How can rain help the environment?

As a nation, we are very accustomed to a rainy day. From those drizzly April showers to the severe downpours that follow rumblings of thunder, we experience it all — but we aren’t always as prepared for it! The UK Met Office found that between 1981-2010 Britain had an average of 1,154mm on rainfall per year, and during this period we endured an average 156.2 rainy days. Being caught off guard when the heavens open can seem like an annoyance, but rain is actually a very important aspect of wider life, and furthermore, the health of our planet and its ecosystems. Join us as we take a look at some of the unsuspecting value found in the humble ‘rainy day’. 

Atmospheric clean up 

Rain itself is associated with the phenomena of atmospheric cleaning, targeting pollution build ups found in our towns and cities. A telltale sign of this is the brown haze which is often evident in the skies of these pollution-dense areas, and it appears due to a layer of pollution containing a harmful mixture of aerosols, dust, and soot gathered in the atmosphere. This has been proven to have potentially damaging effects on human health, as well as food security.

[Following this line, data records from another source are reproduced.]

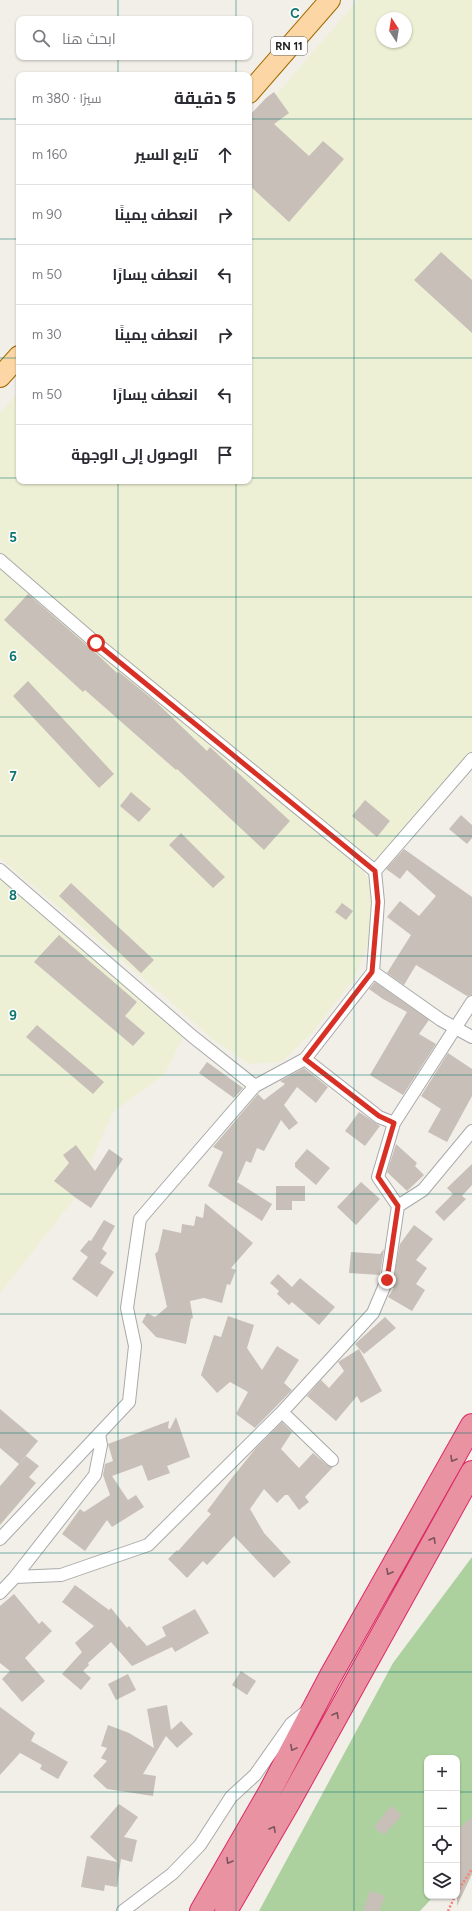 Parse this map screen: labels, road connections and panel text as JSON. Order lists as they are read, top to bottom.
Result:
{
  "streets": {
    "main road": ["RN 11"]
  },
  "north": "top",
  "page": {
    "search": "ابحث هنا",
    "heading": ["5 دقيقة", "سيرًا · 380 m"],
    "list": [
      ["تابع السير", "160 m"],
      ["انعطف يمينًا", "90 m"],
      ["انعطف يسارًا", "50 m"],
      ["انعطف يمينًا", "30 m"],
      ["انعطف يسارًا", "50 m"],
      "الوصول إلى الوجهة"
    ],
    "map_buttons": ["+", "−"]
  },
  "grid": {
    "columns": ["C"],
    "rows": [
      "5",
      "6",
      "7",
      "8",
      "9"
    ]
  }
} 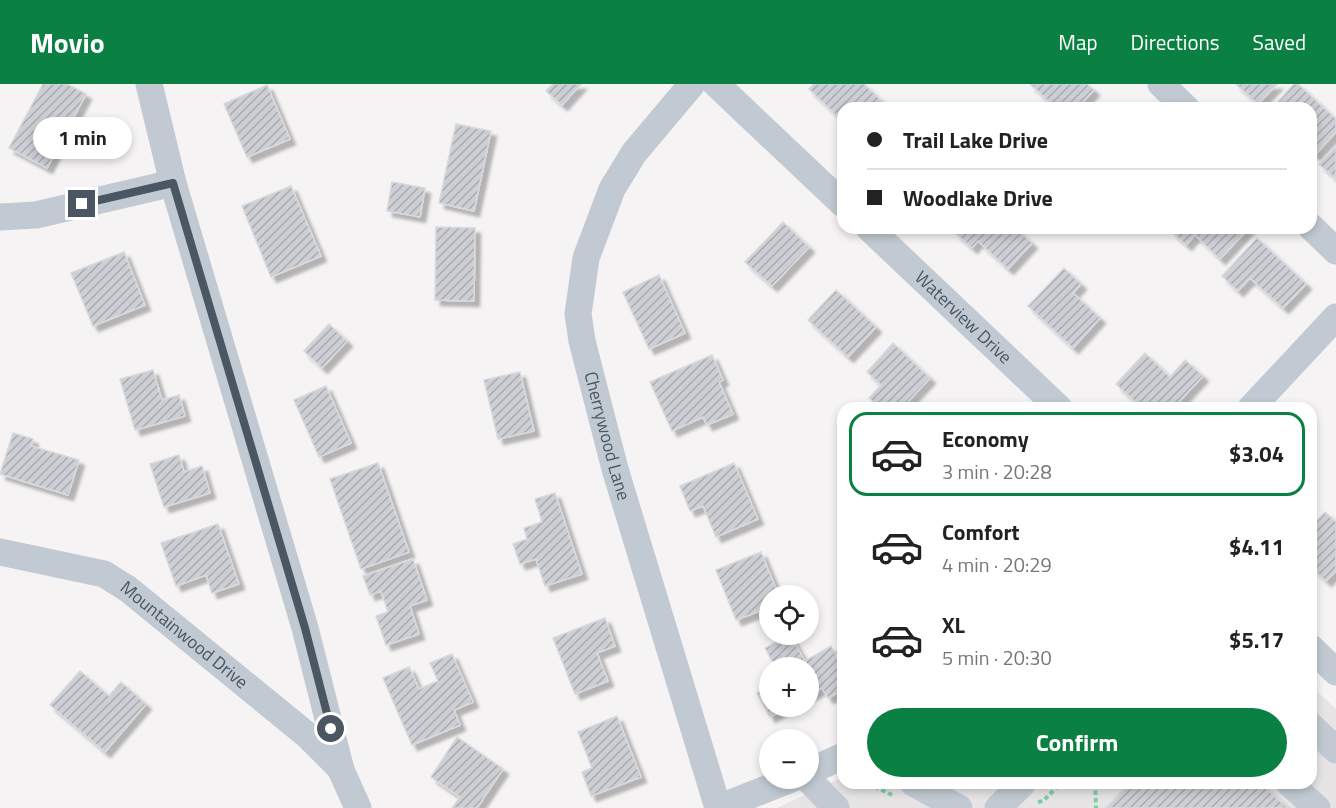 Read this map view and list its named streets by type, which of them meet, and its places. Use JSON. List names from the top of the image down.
{
  "streets": {
    "street": ["Waterview Drive", "Cherrywood Lane", "Mountainwood Drive"]
  },
  "page": {
    "header": "Movio",
    "nav": ["Map", "Directions", "Saved"],
    "banner": ["Trail Lake Drive", "Woodlake Drive"],
    "bubble": "1 min",
    "list": [
      {
        "name": "Economy",
        "note": "3 min · 20:28",
        "value": "$3.04"
      },
      {
        "name": "Comfort",
        "note": "4 min · 20:29",
        "value": "$4.11"
      },
      {
        "name": "XL",
        "note": "5 min · 20:30",
        "value": "$5.17"
      }
    ],
    "map_buttons": ["+", "−"],
    "buttons": "Confirm"
  }
}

These metropolitan examples of pollution benefit greatly from a good downpour — just make sure you’ve got your trusty clear umbrella, to hand! Rainfall can periodically clear the air of this dirt and debris, and when this happens after a prolonged dry spell, it brings a distinctive fragrance known as petrichor. Australian scientists first named the term in the 1960s, and it describes the earthy, warm scent that enters the atmosphere produced by bacteria released upon rain hitting dry ground.

Rain creates landscapes 

Some of the most famous areas in the UK have been created by rain at some stage, through the gradual process of erosion. Rain is heavily involved in topography — the study of physical land features, as it carves and softens areas of land, creating unique rock formations on some of the UK’s most iconic areas. From the White Cliffs of Dover to the Birling Gap in East Sussex, erosion caused by natural elements such as rain continues to make its mark on the land, and the level of impact that it can have on our surroundings is remarkable. 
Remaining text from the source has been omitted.